Unfortunately, you are not alone. Many brokers at firms like LPL and Ameriprise were sold high risk, illiquid Tenants In Common (TICs). These sales are coming back to haunt brokerage firms. Dozens of clients have filed lawsuits in recent years related to claims made in TIC sales.
Regulators have been sounding the alarm on fraudulent sales practices related to TICs for years. For example, as early as 2005, the Financial Industry Regulatory Authority (FINRA) issued the first of several notices reminding brokerage firms that it was inappropriate to recommend a TIC transaction if the recommendation was based solely upon information and representations made by the sponsoring company in the TIC’s offering document. When brokerage firms get sued for TICs related sales, a common defense is “we relied on what the TIC sponsor sent us.” FINRA has made clear that this is not enough in terms of due diligence.
Instead, brokerage firms were required as FINRA made clear to conduct a “reasonable investigation” of their own in order to ensure that the offering documents did not contain false or misleading information. FINRA also disclosed members needed to have a clear understanding of the investment goals and current financial status of the investor before recommending a TIC exchange. Unfortunately, many times the reasonable investigation consists of an analysis of how much the broker or brokerage firm will earn.
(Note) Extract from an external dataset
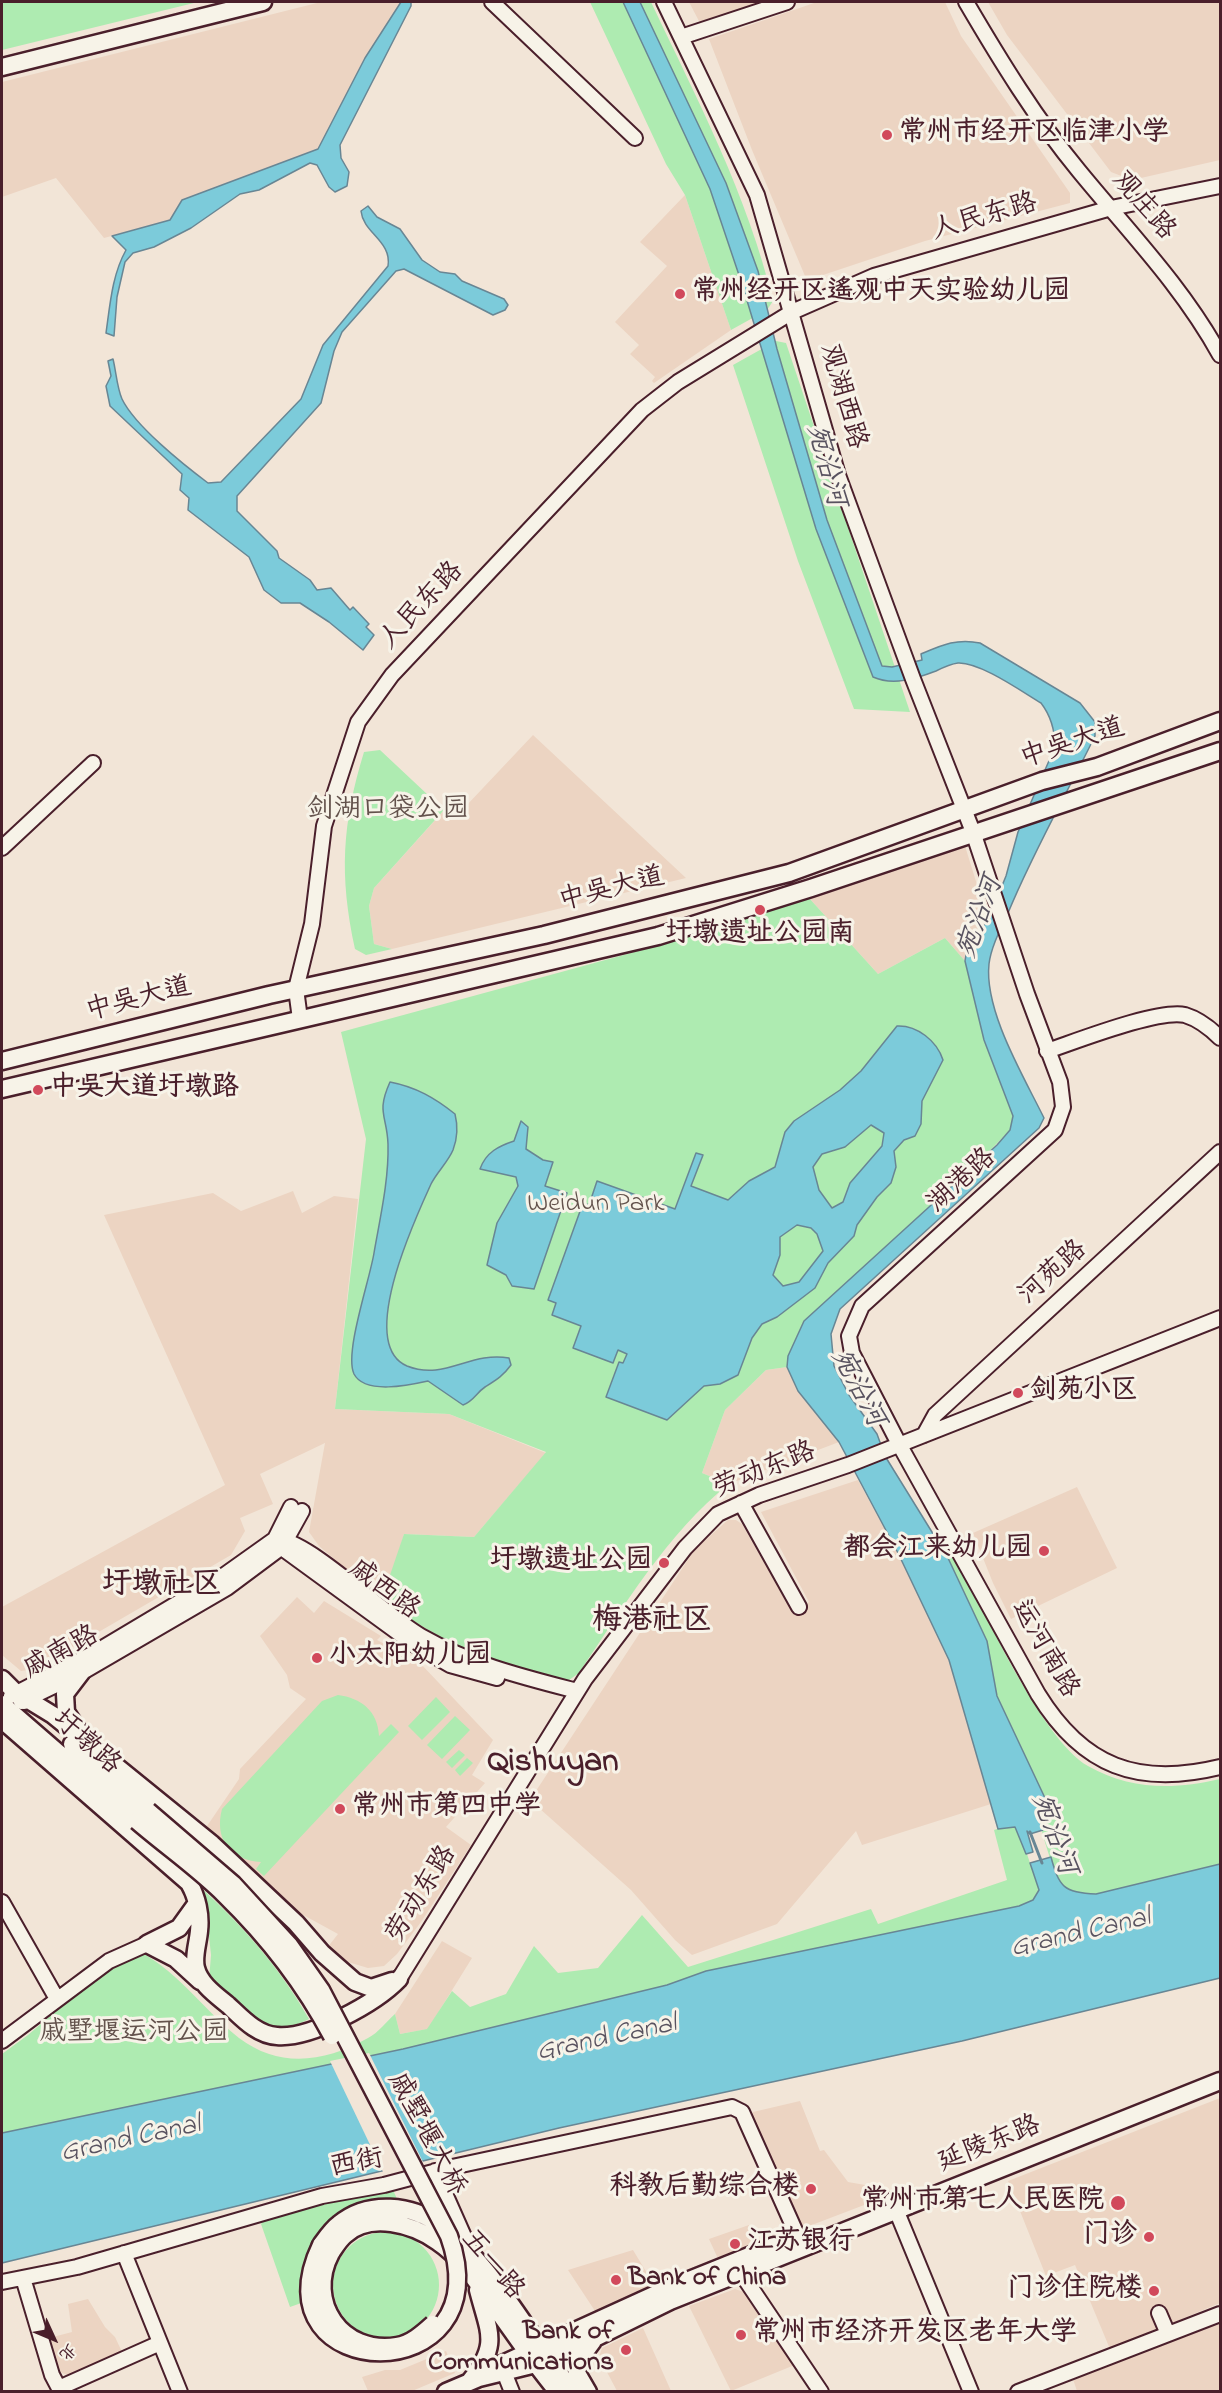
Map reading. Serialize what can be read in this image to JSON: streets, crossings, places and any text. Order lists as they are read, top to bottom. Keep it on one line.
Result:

The good news for investors? Burned TIC clients have enjoyed recent successes in FINRA arbitration claims against the brokerage firms who sold them. For example, recently Linsco got drilled in a FINRA for sales realted to TICs called Heron Cove LLC and Braintree Park. We expect this trend to continue. Ameriprise/H&R Block peddled a high risk TIC called Sequoia. Behringer Harvard TICs also wiped up multiple holders as well in the last 12 months.